Dataset records: Begin

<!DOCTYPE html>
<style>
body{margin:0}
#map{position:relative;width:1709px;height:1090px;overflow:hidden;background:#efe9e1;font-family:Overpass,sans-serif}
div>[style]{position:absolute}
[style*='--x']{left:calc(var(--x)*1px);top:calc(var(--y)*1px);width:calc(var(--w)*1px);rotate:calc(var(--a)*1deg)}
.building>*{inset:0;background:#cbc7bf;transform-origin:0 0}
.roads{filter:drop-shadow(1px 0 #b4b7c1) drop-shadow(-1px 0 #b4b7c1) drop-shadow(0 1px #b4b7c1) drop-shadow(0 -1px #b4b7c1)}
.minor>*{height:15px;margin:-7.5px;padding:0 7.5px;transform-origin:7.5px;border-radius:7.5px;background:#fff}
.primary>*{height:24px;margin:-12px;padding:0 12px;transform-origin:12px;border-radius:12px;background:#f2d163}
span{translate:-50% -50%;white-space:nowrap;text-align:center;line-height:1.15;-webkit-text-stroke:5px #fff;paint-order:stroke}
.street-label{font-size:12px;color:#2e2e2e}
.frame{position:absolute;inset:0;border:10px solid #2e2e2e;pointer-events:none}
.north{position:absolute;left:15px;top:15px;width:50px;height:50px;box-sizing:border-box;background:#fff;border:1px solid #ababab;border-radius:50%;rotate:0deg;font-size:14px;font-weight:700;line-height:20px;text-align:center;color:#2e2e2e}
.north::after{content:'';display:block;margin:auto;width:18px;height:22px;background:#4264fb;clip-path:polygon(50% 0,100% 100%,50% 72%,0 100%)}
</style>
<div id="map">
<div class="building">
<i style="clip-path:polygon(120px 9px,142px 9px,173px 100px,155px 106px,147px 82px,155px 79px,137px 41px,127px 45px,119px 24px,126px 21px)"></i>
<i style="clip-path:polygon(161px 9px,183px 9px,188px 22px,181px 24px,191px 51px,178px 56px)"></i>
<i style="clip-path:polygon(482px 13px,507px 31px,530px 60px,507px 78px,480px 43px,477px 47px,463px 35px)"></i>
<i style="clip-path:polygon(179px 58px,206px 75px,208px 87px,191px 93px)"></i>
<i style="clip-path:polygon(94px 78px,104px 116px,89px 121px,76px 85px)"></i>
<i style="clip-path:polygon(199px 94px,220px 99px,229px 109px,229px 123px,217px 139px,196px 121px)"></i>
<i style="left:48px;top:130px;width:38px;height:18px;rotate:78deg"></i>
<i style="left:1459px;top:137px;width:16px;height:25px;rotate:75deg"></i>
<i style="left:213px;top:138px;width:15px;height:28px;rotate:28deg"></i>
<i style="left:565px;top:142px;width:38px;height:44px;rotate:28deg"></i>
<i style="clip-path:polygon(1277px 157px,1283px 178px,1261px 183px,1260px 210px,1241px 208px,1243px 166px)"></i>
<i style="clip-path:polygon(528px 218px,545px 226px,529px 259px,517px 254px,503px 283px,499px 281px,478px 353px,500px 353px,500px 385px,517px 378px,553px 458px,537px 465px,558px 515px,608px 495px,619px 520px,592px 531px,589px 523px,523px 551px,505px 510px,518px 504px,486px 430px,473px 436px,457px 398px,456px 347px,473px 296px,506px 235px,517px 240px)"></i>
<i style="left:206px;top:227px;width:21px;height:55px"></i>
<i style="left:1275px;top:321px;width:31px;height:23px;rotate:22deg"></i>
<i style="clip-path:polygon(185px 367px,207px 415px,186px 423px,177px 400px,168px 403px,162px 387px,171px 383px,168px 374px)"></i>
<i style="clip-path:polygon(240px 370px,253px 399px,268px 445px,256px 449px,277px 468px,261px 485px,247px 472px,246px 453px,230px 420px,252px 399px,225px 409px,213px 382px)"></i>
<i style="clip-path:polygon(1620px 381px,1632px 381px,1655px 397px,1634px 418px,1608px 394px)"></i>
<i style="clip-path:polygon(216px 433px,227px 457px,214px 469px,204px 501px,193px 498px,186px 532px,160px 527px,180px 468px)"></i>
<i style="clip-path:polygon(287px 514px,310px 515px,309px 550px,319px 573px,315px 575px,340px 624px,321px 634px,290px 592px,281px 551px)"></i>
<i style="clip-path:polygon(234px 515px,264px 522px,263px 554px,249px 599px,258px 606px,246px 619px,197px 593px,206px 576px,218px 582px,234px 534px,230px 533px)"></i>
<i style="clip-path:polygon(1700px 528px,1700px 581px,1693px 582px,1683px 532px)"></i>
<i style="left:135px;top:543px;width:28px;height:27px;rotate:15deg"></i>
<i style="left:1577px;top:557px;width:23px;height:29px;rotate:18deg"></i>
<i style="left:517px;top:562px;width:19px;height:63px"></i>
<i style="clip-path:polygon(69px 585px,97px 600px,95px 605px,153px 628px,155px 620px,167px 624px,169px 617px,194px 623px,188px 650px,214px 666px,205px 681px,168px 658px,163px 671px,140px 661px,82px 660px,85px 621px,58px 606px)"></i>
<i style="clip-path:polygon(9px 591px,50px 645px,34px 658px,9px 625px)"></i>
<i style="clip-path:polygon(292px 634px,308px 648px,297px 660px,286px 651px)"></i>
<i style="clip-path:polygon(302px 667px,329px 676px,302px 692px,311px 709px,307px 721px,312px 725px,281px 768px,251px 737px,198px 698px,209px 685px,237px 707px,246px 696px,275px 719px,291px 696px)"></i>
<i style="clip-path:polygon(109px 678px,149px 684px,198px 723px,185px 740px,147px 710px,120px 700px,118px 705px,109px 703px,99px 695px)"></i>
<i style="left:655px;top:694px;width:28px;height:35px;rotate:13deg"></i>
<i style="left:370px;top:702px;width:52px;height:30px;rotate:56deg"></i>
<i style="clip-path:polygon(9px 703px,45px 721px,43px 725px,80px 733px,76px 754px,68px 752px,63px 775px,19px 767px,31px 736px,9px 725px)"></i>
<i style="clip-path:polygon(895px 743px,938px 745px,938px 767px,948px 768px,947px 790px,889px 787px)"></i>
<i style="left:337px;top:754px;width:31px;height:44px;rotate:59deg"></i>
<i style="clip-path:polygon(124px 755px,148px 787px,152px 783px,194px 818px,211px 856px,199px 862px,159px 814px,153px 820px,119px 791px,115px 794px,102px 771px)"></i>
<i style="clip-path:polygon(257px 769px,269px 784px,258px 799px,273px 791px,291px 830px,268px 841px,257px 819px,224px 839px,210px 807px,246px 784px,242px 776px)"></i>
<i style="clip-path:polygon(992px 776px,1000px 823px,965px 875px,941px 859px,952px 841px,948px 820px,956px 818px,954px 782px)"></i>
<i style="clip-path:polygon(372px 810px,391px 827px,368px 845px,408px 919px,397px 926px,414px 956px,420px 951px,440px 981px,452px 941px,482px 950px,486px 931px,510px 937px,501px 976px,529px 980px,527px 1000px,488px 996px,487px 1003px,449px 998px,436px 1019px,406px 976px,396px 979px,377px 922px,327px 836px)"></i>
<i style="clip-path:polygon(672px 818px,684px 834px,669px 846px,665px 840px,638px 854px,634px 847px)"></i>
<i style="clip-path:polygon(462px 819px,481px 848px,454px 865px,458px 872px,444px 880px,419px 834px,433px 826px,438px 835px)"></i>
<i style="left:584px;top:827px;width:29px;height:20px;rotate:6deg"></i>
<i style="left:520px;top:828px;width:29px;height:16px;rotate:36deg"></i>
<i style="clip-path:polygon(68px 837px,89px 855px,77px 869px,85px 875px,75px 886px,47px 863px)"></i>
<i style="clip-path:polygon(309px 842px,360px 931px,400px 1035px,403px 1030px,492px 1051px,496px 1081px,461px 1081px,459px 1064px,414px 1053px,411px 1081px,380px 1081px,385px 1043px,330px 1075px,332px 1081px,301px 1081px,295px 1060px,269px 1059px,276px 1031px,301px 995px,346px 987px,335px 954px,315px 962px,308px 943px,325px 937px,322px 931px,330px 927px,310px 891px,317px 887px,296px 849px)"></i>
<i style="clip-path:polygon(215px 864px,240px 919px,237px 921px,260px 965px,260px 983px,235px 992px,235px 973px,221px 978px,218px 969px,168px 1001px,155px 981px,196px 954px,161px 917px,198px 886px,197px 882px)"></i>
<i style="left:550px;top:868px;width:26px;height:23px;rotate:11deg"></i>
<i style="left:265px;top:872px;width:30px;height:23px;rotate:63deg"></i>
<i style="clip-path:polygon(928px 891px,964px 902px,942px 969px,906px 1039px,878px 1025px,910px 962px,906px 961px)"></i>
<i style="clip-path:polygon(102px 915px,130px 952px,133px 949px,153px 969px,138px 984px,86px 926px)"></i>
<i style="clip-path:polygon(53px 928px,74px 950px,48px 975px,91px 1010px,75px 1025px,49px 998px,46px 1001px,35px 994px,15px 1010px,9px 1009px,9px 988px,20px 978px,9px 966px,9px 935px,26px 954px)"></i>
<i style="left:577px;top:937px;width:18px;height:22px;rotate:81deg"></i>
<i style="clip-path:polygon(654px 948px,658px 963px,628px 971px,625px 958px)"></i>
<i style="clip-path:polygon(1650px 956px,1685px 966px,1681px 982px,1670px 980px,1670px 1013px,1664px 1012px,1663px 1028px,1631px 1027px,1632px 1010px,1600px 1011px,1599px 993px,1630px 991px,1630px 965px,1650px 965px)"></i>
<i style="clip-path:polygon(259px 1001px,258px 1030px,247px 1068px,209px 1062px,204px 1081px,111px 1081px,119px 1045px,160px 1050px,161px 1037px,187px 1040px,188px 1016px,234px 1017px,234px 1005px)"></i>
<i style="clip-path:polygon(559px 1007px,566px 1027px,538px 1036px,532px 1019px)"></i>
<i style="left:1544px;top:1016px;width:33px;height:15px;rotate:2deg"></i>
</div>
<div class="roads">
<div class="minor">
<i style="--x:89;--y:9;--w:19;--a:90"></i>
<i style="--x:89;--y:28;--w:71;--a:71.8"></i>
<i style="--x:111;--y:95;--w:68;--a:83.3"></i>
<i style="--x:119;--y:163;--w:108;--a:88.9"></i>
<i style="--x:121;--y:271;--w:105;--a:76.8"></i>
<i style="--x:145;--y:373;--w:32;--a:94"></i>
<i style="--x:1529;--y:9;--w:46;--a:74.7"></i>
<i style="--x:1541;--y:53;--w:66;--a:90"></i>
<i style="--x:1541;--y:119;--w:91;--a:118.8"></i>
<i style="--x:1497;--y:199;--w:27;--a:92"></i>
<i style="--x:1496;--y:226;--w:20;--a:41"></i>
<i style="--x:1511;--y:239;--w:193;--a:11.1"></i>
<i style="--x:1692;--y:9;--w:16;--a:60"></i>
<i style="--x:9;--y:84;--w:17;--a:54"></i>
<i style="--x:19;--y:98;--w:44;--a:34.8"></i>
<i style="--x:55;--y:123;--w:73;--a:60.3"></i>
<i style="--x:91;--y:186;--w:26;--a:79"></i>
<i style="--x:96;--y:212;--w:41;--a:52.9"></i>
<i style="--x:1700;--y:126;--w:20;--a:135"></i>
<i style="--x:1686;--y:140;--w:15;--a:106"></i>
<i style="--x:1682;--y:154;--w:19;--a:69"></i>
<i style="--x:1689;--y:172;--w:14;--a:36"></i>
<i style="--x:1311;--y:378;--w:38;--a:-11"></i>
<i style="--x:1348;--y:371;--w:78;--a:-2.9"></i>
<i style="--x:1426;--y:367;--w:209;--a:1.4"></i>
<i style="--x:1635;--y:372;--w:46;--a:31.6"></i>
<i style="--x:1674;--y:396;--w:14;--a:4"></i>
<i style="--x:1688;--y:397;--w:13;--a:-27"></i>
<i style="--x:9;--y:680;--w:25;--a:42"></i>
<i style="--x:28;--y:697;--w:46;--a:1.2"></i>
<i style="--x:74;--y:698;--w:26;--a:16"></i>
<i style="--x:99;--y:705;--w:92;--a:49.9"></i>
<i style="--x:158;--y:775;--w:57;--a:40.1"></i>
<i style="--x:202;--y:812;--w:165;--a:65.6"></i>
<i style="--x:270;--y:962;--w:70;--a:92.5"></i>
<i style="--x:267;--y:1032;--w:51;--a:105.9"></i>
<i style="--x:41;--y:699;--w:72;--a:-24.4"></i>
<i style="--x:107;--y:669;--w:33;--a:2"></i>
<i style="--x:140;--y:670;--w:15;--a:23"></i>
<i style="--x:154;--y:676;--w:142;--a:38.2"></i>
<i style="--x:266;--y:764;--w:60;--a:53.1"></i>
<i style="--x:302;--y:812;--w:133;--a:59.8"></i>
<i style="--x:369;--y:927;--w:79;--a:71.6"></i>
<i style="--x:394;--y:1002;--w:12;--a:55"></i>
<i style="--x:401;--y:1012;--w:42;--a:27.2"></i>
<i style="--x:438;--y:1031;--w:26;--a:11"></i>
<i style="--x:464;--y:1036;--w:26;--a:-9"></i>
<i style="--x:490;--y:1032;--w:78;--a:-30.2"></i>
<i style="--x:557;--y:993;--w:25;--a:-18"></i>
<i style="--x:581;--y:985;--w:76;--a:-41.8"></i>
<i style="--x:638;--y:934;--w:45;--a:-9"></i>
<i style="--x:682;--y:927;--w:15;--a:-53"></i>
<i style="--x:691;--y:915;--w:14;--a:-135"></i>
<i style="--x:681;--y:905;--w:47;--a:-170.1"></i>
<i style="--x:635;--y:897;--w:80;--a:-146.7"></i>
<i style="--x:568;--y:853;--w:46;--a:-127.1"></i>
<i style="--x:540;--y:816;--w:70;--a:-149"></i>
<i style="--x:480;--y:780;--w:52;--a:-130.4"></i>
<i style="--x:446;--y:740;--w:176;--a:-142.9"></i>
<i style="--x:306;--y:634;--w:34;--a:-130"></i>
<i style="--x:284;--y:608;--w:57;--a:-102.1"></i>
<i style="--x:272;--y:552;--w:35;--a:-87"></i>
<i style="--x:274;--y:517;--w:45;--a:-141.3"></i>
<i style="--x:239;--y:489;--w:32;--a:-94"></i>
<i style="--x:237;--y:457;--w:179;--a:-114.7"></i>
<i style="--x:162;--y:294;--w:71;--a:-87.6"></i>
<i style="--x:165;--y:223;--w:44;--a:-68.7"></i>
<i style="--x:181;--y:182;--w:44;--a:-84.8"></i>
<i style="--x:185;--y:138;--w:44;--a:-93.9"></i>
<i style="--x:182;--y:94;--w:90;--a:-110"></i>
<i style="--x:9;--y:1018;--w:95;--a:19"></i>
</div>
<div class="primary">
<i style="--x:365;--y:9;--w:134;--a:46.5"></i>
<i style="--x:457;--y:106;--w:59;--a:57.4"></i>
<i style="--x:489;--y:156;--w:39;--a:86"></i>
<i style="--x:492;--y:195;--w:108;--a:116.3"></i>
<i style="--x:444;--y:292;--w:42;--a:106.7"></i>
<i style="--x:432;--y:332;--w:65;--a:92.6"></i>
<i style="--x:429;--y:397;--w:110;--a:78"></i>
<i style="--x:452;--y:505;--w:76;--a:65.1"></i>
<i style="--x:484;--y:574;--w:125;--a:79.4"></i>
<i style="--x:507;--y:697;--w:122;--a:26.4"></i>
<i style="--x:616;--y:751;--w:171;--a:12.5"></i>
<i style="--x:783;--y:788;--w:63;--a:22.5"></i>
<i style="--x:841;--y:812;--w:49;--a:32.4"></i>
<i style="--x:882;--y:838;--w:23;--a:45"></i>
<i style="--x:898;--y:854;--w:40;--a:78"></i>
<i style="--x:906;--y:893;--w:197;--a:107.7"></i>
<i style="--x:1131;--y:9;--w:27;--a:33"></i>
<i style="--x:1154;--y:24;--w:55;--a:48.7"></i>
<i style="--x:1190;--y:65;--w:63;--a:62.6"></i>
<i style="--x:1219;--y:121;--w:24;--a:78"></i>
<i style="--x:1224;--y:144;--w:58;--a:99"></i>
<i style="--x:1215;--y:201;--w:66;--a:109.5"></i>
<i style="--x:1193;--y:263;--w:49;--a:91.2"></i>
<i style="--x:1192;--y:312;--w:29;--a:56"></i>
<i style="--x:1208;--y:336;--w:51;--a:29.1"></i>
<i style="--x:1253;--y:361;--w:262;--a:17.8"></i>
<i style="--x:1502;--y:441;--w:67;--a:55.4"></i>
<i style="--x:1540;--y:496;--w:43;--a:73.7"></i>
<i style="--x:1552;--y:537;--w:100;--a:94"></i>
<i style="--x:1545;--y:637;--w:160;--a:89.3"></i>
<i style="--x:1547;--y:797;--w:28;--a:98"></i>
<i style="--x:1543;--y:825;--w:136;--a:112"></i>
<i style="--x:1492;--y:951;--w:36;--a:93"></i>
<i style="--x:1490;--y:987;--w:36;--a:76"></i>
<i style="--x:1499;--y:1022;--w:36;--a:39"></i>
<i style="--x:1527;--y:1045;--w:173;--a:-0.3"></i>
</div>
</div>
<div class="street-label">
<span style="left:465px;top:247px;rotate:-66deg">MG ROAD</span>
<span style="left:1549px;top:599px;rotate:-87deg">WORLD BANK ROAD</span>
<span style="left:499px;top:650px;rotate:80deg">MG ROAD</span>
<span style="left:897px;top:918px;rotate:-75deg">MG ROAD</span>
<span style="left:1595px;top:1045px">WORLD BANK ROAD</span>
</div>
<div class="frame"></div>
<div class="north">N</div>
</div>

Dataset records: End

Activity: The first line of the listing above through the line containing "0 #b4b7c1) drop-shadow(-1px": print exactly that, both ends included.

Expected output:
<!DOCTYPE html>
<style>
body{margin:0}
#map{position:relative;width:1709px;height:1090px;overflow:hidden;background:#efe9e1;font-family:Overpass,sans-serif}
div>[style]{position:absolute}
[style*='--x']{left:calc(var(--x)*1px);top:calc(var(--y)*1px);width:calc(var(--w)*1px);rotate:calc(var(--a)*1deg)}
.building>*{inset:0;background:#cbc7bf;transform-origin:0 0}
.roads{filter:drop-shadow(1px 0 #b4b7c1) drop-shadow(-1px 0 #b4b7c1) drop-shadow(0 1px #b4b7c1) drop-shadow(0 -1px #b4b7c1)}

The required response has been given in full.